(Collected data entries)

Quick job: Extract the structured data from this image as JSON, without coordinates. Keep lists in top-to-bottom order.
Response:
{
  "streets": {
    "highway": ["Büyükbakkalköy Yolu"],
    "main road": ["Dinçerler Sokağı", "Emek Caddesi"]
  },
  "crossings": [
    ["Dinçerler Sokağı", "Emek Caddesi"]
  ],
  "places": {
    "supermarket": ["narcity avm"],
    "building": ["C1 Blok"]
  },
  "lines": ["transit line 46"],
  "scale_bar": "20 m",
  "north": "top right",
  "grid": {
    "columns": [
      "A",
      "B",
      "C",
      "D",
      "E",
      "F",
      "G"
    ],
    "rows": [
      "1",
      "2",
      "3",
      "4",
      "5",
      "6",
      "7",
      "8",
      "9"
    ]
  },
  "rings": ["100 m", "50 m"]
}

→ **Your task**
Reproduce every record above exactly.

→ **Written reply**
Quick job: Extract the structured data from this image as JSON, without coordinates. Keep lists in top-to-bottom order.
Response:
{
  "streets": {
    "highway": ["Büyükbakkalköy Yolu"],
    "main road": ["Dinçerler Sokağı", "Emek Caddesi"]
  },
  "crossings": [
    ["Dinçerler Sokağı", "Emek Caddesi"]
  ],
  "places": {
    "supermarket": ["narcity avm"],
    "building": ["C1 Blok"]
  },
  "lines": ["transit line 46"],
  "scale_bar": "20 m",
  "north": "top right",
  "grid": {
    "columns": [
      "A",
      "B",
      "C",
      "D",
      "E",
      "F",
      "G"
    ],
    "rows": [
      "1",
      "2",
      "3",
      "4",
      "5",
      "6",
      "7",
      "8",
      "9"
    ]
  },
  "rings": ["100 m", "50 m"]
}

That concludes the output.